_EXERCISE AIM_
Scan the records beneath this line for the line holding "M440,431L441,437L476,434V467L388,474L385,435Z" and the line holding "M476,414L376,421L371,429L375,475L380,497L393,505L476,496", then transcribe exactly those two and all lines between.

** GIVEN DATA follows **

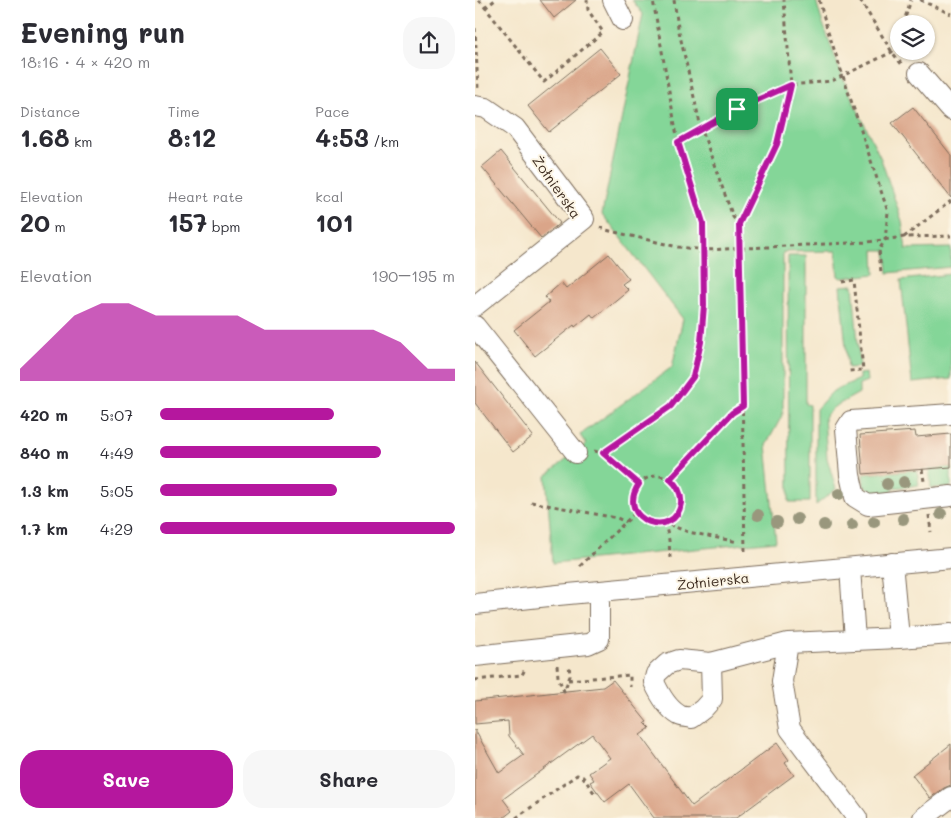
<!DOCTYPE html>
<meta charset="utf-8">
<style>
body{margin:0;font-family:Mali,sans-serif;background:#f7f7f7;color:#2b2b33;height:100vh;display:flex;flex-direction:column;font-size:19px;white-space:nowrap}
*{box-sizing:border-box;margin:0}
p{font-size:16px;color:#7c7c81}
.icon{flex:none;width:28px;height:28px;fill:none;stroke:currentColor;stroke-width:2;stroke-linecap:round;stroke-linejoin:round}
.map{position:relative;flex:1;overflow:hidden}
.details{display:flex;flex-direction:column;background:#fff;width:475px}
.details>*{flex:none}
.fabs{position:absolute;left:415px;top:15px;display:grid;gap:10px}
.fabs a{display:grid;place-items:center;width:45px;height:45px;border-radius:50%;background:#fff;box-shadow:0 1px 4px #0004;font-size:25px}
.pin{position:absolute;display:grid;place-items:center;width:42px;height:42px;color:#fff;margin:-21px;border-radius:10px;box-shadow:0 2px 8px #0006}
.round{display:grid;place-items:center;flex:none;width:52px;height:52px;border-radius:20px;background:#f7f7f7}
.summary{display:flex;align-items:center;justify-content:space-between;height:85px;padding:0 20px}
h1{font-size:28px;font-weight:800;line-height:38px}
.stats{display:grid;grid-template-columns:repeat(3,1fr);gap:8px;height:85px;padding:5px 20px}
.stats div{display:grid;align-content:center}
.stats b{font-size:25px;font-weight:800}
.stats small{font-size:14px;font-weight:400}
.stats p{font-size:14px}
.chart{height:140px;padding:10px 20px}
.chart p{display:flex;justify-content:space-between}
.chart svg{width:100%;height:90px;margin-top:5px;fill:#b5179e;opacity:.7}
.cta{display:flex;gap:10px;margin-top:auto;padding:10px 20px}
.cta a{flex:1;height:58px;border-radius:20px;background:#b5179e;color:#fff;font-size:20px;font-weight:800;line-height:58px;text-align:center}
.cta a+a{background:#f7f7f7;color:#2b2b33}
ul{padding:0 20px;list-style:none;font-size:16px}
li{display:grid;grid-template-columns:80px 60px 1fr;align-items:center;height:38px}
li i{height:12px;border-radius:6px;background:#b5179e}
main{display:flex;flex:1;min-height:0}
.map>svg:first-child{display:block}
</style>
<main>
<section class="details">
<div class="summary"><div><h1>Evening run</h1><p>18:16 · 4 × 420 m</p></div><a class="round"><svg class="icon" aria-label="share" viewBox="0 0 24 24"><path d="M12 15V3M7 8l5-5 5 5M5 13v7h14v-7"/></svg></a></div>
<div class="stats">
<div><p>Distance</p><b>1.68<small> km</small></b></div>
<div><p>Time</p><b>8:12</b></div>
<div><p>Pace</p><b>4:53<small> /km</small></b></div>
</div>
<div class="stats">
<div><p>Elevation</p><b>20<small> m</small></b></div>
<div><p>Heart rate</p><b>157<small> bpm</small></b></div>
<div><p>kcal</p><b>101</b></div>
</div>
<div class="chart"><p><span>Elevation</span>190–195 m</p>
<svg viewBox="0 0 160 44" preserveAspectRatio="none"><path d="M0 44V38L10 25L20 12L30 6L40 6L50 12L60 12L70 12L80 12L90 19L100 19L110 19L120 19L130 19L140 25L150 38L160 38V44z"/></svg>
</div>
<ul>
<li><b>420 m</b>5:07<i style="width:59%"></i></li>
<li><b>840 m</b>4:49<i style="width:75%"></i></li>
<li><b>1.3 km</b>5:05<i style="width:60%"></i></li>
<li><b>1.7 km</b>4:29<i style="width:100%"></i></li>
</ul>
<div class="cta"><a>Save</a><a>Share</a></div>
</section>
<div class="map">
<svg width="476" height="818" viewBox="0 0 476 818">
<rect width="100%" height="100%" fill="#fcf5e5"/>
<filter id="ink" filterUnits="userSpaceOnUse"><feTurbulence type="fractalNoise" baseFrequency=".02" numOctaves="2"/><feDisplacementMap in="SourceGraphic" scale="10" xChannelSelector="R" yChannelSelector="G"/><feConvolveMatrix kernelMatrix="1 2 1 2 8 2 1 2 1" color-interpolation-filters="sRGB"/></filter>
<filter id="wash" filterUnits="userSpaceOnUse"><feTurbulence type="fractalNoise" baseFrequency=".0096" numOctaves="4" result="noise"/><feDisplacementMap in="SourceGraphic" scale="20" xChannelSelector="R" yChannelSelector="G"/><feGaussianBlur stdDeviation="1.12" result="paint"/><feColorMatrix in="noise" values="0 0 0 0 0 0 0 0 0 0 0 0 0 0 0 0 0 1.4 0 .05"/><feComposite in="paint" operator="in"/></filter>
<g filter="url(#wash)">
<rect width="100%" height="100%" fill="#f5e7cc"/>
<path fill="#84d698" stroke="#60805b" d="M157,0H341L346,18L368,79L406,159L427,221L431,249L476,248V267L413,273L411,250H399L400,274L366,278L363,276L361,251L308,252V414L291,445L301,541L78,563L71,476L111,444L105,435L197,367L208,319L127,214L168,14Z
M313,256H331V404L335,405V502H314Z
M476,274V379L437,383L426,280Z
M378,285L385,367L373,368L365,286Z
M391,373L392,381L384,384V393L359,407L349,417L352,458L361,489L341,505V409L358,391L384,379V374Z
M476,467V487L456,488L454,469Z
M442,470L444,485L418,488V492L397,493L389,486L388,474Z"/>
<g id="blocks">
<path fill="#daa589" d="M65,0H101L79,18Z
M125,48L146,74L74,132L53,106Z
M438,107L476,155V198L417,123Z
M26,151L85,223L66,238L7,167Z
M134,254L154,279L147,284L153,290L119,318L116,314L100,327L99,325L60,356L39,330L74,302L70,297L86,283L91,289Z
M0,362L58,436L38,452L0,403Z
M440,431L441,437L476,434V467L388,474L385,435Z
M138,680L172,722L170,723L175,728L165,735L217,806L302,743L314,760L310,763L319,775L261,818H179L154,784L130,802L115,782L119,780L114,773L135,758L117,734L28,799L37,811L28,818H0V730L24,773L49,755L34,736L33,721L0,724V701L128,687Z
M476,744V785L469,788L455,798L437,775Z"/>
</g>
</g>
<g filter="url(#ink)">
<use href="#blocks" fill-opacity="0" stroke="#7c6c5b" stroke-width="1"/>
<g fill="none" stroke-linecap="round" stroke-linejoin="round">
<defs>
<path id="minor" d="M138,0L148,20
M444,73L476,110
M0,106L11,108L40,128L109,219L0,306
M0,326L101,453
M476,414L376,421L371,429L375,475L380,497L393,505L476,496
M417,563L424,638
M375,568L380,640
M0,604L83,595L476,558
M313,643L307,681L315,729L382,818
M0,656L113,644L124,639V592
M236,663L237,699L228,709L216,718C212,717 207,717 204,715C192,708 184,693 179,682L181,674L192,664L204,660L236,663L313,643L424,638L476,634
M448,818L476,797"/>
</defs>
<use href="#minor" stroke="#7c6c5b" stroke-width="22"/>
<path stroke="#7c6c5b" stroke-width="3" stroke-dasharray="4 4" stroke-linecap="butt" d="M4,0L69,82L128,32L113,10L112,0
M199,0L203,27L226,128L258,217L264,224
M344,0L352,28L413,212L410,240L404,250L406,273
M385,0L417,52L428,66
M445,0L476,14
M10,8L20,0
M428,24L436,0
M0,28L3,89
M203,142L262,109L316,85L357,81L417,52L424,35
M125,227L131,230L203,247L231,250L393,242L429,237L476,236
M429,237L476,201
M367,282L379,280L388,370L373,371
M119,451L128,453L164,484
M128,453L196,406L218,377L226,342L229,305L228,223L203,142L178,0
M447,469L449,481
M158 500a24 24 0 1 1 48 0a24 24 0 1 1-48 0Z
M195,479L257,413L268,406
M56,502L142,518L151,522
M454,515L456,532
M270,551L264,224L302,144L316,85L309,0
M195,558L194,540L190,523L213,532L263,542
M105,566L161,512
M82,665L83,677L89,691L95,676L94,664
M0,680L47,675L50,669
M93,680L155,675V687
M41,818L102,775L108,777L120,794L122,792"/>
<use href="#minor" stroke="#fff" stroke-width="20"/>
</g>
<g fill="#99977d">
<circle cx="429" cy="482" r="6"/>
<circle cx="412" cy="484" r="6"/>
<circle cx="364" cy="494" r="6"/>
<circle cx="466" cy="514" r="6"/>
<circle cx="283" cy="515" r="6"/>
<circle cx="322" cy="519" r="6"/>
<circle cx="428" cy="519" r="6"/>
<circle cx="302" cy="522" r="6"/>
<circle cx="399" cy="522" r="6"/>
<circle cx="349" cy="525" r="6"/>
<circle cx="377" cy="525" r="6"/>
</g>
</g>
<g fill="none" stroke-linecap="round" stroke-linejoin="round" filter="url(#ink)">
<defs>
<path id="route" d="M316,85L302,144L264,224L268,406L257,413L195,479C203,486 207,493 206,503C201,541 139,521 164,484L128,453L196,406L218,377L226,342L229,305L228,223L203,142L262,109Z"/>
</defs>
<use href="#route" stroke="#fff" stroke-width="10"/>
<use href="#route" stroke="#b5179e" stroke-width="6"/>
</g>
<g text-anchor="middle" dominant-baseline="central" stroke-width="4" stroke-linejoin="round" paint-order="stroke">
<g font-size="14" fill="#3b2a1e" stroke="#fcf5e5">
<text transform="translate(82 187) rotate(55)">Żołnierska</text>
<text transform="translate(238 581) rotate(-6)">Żołnierska</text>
</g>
</g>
</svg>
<div class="fabs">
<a><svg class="icon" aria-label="layers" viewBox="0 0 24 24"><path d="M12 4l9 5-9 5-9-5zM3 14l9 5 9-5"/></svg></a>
</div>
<div class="pin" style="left:262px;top:109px;background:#1e9e55"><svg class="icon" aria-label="arrive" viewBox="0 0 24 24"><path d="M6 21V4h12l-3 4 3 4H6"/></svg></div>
</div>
</main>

** End of GIVEN DATA **

_RESPONSE TO THIS TASK_
M440,431L441,437L476,434V467L388,474L385,435Z
M138,680L172,722L170,723L175,728L165,735L217,806L302,743L314,760L310,763L319,775L261,818H179L154,784L130,802L115,782L119,780L114,773L135,758L117,734L28,799L37,811L28,818H0V730L24,773L49,755L34,736L33,721L0,724V701L128,687Z
M476,744V785L469,788L455,798L437,775Z"/>
</g>
</g>
<g filter="url(#ink)">
<use href="#blocks" fill-opacity="0" stroke="#7c6c5b" stroke-width="1"/>
<g fill="none" stroke-linecap="round" stroke-linejoin="round">
<defs>
<path id="minor" d="M138,0L148,20
M444,73L476,110
M0,106L11,108L40,128L109,219L0,306
M0,326L101,453
M476,414L376,421L371,429L375,475L380,497L393,505L476,496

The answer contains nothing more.